WHAT YOU SHOULD DO
Across the material below, say how many lines contain the string "rows", and add no other words.

SOURCE DATA
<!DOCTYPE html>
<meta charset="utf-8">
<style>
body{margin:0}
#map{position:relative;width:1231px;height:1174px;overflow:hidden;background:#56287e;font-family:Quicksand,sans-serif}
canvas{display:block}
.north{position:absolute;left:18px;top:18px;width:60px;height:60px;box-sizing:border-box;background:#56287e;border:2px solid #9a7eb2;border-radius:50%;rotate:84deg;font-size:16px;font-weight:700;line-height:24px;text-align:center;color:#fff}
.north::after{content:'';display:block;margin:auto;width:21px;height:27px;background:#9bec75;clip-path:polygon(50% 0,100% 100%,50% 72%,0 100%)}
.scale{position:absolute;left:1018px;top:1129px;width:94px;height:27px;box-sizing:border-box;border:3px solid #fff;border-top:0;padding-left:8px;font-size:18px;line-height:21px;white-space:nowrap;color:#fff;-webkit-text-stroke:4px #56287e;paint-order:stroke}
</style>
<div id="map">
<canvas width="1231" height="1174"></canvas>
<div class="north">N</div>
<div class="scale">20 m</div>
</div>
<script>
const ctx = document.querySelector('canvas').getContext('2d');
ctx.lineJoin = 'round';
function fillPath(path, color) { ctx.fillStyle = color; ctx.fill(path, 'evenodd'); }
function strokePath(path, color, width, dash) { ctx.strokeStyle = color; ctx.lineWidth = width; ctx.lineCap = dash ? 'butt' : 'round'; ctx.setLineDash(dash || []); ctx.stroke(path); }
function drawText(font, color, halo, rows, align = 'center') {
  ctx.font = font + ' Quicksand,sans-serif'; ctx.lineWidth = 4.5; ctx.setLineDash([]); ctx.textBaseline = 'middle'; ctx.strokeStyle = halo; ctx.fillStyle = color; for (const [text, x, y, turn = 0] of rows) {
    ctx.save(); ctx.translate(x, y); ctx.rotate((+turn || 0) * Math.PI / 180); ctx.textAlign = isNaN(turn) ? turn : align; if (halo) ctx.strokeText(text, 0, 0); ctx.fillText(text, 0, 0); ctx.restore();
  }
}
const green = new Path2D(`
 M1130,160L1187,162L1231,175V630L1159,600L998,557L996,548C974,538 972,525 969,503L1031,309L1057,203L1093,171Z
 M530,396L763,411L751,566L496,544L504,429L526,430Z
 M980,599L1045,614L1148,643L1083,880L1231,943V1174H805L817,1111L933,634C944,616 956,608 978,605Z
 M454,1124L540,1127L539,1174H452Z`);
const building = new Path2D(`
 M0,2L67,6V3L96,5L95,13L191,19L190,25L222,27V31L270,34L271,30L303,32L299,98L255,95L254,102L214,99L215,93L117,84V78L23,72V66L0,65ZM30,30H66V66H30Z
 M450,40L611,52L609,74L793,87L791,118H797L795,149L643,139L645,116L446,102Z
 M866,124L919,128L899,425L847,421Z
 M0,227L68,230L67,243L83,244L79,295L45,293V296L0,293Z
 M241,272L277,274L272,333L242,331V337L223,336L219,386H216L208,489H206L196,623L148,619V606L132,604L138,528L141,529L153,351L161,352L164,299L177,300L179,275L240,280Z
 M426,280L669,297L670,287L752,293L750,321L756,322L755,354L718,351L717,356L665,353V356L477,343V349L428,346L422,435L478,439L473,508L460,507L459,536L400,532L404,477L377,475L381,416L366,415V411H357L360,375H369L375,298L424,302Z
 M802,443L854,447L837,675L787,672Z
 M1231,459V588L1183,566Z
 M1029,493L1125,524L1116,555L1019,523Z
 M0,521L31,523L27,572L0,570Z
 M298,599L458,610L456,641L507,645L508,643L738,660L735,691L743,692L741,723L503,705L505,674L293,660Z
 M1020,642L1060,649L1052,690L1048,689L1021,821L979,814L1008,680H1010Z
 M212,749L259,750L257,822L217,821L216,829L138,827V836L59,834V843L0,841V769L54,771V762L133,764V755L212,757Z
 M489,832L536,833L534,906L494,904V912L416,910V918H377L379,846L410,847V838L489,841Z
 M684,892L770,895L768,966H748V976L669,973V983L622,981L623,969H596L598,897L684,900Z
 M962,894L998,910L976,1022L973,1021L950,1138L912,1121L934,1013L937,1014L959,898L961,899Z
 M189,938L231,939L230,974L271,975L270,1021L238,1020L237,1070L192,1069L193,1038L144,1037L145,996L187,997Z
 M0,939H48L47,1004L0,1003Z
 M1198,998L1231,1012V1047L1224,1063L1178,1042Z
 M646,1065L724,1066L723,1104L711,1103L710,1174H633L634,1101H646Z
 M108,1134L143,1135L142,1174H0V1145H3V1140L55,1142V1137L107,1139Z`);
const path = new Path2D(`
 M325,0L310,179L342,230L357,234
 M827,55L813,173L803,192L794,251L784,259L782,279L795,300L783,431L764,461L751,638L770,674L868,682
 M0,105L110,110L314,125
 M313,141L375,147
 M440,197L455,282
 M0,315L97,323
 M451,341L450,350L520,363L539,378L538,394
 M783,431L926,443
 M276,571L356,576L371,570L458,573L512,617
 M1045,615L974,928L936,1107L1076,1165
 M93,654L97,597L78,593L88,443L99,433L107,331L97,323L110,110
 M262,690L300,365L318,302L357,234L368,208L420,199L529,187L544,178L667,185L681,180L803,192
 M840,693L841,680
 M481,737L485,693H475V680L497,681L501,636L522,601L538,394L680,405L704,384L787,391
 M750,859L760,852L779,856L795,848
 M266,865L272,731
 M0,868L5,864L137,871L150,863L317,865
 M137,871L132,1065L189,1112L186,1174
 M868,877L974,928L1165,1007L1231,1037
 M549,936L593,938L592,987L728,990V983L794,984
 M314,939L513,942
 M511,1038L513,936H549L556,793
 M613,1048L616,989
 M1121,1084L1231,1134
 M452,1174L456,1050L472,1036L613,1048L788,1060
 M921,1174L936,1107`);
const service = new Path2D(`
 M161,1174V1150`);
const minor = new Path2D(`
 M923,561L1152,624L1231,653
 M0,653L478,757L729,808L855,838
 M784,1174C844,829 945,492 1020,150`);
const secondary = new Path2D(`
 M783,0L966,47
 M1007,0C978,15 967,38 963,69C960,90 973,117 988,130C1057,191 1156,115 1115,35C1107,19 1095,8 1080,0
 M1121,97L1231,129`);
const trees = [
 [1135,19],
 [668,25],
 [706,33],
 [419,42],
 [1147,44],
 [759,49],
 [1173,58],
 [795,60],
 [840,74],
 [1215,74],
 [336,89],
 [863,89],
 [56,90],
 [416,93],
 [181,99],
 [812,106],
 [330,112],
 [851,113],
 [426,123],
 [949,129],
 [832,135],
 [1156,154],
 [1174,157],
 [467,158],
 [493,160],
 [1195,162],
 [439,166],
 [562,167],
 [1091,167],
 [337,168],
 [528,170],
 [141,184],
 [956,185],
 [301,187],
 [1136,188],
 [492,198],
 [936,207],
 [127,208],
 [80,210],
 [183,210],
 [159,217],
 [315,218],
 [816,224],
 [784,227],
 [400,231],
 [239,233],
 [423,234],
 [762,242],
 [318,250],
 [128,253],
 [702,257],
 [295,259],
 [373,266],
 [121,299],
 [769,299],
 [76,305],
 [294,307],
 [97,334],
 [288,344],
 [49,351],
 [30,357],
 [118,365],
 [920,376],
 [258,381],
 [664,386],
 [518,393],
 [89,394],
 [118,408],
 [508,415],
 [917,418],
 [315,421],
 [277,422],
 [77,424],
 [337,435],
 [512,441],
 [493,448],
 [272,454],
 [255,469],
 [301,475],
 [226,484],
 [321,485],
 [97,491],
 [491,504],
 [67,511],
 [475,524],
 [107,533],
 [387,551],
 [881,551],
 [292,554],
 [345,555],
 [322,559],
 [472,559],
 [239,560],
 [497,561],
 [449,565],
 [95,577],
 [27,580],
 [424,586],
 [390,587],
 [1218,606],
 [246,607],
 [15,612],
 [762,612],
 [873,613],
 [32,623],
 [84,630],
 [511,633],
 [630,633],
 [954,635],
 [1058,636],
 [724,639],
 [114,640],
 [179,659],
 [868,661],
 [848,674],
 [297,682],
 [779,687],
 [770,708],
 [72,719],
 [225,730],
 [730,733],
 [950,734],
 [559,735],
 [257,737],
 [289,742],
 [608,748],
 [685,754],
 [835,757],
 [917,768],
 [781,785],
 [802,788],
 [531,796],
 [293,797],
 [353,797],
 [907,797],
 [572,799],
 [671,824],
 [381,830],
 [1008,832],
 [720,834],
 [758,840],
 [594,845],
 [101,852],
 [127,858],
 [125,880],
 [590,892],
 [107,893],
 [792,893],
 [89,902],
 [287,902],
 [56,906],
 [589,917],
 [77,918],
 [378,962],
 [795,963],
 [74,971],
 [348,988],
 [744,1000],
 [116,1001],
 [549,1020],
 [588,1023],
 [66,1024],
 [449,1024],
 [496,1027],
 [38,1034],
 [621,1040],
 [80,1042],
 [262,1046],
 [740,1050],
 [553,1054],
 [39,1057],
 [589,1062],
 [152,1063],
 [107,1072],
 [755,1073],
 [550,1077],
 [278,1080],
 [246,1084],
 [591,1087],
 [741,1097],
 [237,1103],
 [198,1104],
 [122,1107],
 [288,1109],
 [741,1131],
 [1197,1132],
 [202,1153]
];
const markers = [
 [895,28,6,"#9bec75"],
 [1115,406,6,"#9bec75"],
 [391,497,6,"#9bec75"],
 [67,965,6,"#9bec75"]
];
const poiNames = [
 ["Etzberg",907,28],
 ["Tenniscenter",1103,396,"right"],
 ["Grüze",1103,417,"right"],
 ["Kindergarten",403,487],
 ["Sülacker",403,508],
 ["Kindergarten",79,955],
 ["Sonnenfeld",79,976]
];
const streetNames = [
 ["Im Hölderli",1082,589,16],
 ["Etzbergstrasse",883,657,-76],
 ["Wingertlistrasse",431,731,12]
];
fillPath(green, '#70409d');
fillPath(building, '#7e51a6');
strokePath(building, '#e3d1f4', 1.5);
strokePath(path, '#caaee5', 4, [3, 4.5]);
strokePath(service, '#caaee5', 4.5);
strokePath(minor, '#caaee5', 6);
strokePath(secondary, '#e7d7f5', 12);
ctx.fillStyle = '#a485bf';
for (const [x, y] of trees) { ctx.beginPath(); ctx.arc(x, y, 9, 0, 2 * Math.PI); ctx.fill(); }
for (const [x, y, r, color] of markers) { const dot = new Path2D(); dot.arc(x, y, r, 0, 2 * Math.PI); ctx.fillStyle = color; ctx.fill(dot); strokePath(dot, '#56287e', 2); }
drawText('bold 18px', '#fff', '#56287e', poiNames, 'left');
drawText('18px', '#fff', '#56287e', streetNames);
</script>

EXERCISE OUTPUT
2